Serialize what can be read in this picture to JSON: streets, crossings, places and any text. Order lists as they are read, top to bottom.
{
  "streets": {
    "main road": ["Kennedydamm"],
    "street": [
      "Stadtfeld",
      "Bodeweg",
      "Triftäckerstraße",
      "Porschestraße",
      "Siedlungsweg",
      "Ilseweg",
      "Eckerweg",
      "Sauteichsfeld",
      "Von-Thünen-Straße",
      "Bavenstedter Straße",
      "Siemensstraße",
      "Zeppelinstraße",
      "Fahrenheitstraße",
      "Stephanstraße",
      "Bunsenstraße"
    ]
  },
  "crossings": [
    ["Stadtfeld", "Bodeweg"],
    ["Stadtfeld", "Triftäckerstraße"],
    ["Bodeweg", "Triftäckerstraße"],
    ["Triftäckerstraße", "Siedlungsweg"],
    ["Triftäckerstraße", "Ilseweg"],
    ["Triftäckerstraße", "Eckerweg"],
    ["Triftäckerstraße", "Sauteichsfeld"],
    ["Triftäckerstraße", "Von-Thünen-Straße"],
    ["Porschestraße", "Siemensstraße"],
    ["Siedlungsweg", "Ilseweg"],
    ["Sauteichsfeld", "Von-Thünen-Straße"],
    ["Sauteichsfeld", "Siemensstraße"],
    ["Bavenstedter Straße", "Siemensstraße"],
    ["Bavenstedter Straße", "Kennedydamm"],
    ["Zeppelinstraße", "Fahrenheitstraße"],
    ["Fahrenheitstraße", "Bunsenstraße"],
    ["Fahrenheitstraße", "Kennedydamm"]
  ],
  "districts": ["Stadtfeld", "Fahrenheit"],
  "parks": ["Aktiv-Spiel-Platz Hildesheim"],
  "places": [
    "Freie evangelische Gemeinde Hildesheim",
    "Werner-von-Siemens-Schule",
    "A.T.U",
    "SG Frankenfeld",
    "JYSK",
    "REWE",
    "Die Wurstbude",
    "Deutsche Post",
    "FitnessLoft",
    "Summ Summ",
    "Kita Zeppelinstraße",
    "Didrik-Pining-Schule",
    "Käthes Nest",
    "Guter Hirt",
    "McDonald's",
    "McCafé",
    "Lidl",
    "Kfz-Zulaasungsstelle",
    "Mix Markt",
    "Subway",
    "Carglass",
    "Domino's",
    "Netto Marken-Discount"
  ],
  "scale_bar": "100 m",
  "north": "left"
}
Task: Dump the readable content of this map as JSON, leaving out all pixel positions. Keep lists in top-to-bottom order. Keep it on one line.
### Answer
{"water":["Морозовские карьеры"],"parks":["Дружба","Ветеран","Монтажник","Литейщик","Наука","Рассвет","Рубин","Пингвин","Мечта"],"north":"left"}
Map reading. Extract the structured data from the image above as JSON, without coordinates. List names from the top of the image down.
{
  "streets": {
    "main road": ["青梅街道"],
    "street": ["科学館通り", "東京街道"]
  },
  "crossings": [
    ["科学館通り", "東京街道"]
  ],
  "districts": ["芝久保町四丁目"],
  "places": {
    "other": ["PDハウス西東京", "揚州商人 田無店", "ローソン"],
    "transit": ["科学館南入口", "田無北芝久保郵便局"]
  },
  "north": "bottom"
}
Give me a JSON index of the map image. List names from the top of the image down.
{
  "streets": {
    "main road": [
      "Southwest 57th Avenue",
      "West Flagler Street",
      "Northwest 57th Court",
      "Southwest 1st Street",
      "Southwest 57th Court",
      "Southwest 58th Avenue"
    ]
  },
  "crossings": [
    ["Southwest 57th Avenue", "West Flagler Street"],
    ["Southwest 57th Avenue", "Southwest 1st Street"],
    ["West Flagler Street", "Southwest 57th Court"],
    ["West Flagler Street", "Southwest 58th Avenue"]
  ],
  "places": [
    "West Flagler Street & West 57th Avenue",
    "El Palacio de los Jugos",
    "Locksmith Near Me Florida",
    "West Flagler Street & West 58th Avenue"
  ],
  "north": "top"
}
********
Exercise directions: Please return all of the entries above, exactly and completely.

Answer below:
Serialize what can be read in this picture to JSON: streets, crossings, places and any text. Order lists as they are read, top to bottom.
{
  "streets": {
    "main road": ["Kennedydamm"],
    "street": [
      "Stadtfeld",
      "Bodeweg",
      "Triftäckerstraße",
      "Porschestraße",
      "Siedlungsweg",
      "Ilseweg",
      "Eckerweg",
      "Sauteichsfeld",
      "Von-Thünen-Straße",
      "Bavenstedter Straße",
      "Siemensstraße",
      "Zeppelinstraße",
      "Fahrenheitstraße",
      "Stephanstraße",
      "Bunsenstraße"
    ]
  },
  "crossings": [
    ["Stadtfeld", "Bodeweg"],
    ["Stadtfeld", "Triftäckerstraße"],
    ["Bodeweg", "Triftäckerstraße"],
    ["Triftäckerstraße", "Siedlungsweg"],
    ["Triftäckerstraße", "Ilseweg"],
    ["Triftäckerstraße", "Eckerweg"],
    ["Triftäckerstraße", "Sauteichsfeld"],
    ["Triftäckerstraße", "Von-Thünen-Straße"],
    ["Porschestraße", "Siemensstraße"],
    ["Siedlungsweg", "Ilseweg"],
    ["Sauteichsfeld", "Von-Thünen-Straße"],
    ["Sauteichsfeld", "Siemensstraße"],
    ["Bavenstedter Straße", "Siemensstraße"],
    ["Bavenstedter Straße", "Kennedydamm"],
    ["Zeppelinstraße", "Fahrenheitstraße"],
    ["Fahrenheitstraße", "Bunsenstraße"],
    ["Fahrenheitstraße", "Kennedydamm"]
  ],
  "districts": ["Stadtfeld", "Fahrenheit"],
  "parks": ["Aktiv-Spiel-Platz Hildesheim"],
  "places": [
    "Freie evangelische Gemeinde Hildesheim",
    "Werner-von-Siemens-Schule",
    "A.T.U",
    "SG Frankenfeld",
    "JYSK",
    "REWE",
    "Die Wurstbude",
    "Deutsche Post",
    "FitnessLoft",
    "Summ Summ",
    "Kita Zeppelinstraße",
    "Didrik-Pining-Schule",
    "Käthes Nest",
    "Guter Hirt",
    "McDonald's",
    "McCafé",
    "Lidl",
    "Kfz-Zulaasungsstelle",
    "Mix Markt",
    "Subway",
    "Carglass",
    "Domino's",
    "Netto Marken-Discount"
  ],
  "scale_bar": "100 m",
  "north": "left"
}
Task: Dump the readable content of this map as JSON, leaving out all pixel positions. Keep lists in top-to-bottom order. Keep it on one line.
### Answer
{"water":["Морозовские карьеры"],"parks":["Дружба","Ветеран","Монтажник","Литейщик","Наука","Рассвет","Рубин","Пингвин","Мечта"],"north":"left"}
Map reading. Extract the structured data from the image above as JSON, without coordinates. List names from the top of the image down.
{
  "streets": {
    "main road": ["青梅街道"],
    "street": ["科学館通り", "東京街道"]
  },
  "crossings": [
    ["科学館通り", "東京街道"]
  ],
  "districts": ["芝久保町四丁目"],
  "places": {
    "other": ["PDハウス西東京", "揚州商人 田無店", "ローソン"],
    "transit": ["科学館南入口", "田無北芝久保郵便局"]
  },
  "north": "bottom"
}
Give me a JSON index of the map image. List names from the top of the image down.
{
  "streets": {
    "main road": [
      "Southwest 57th Avenue",
      "West Flagler Street",
      "Northwest 57th Court",
      "Southwest 1st Street",
      "Southwest 57th Court",
      "Southwest 58th Avenue"
    ]
  },
  "crossings": [
    ["Southwest 57th Avenue", "West Flagler Street"],
    ["Southwest 57th Avenue", "Southwest 1st Street"],
    ["West Flagler Street", "Southwest 57th Court"],
    ["West Flagler Street", "Southwest 58th Avenue"]
  ],
  "places": [
    "West Flagler Street & West 57th Avenue",
    "El Palacio de los Jugos",
    "Locksmith Near Me Florida",
    "West Flagler Street & West 58th Avenue"
  ],
  "north": "top"
}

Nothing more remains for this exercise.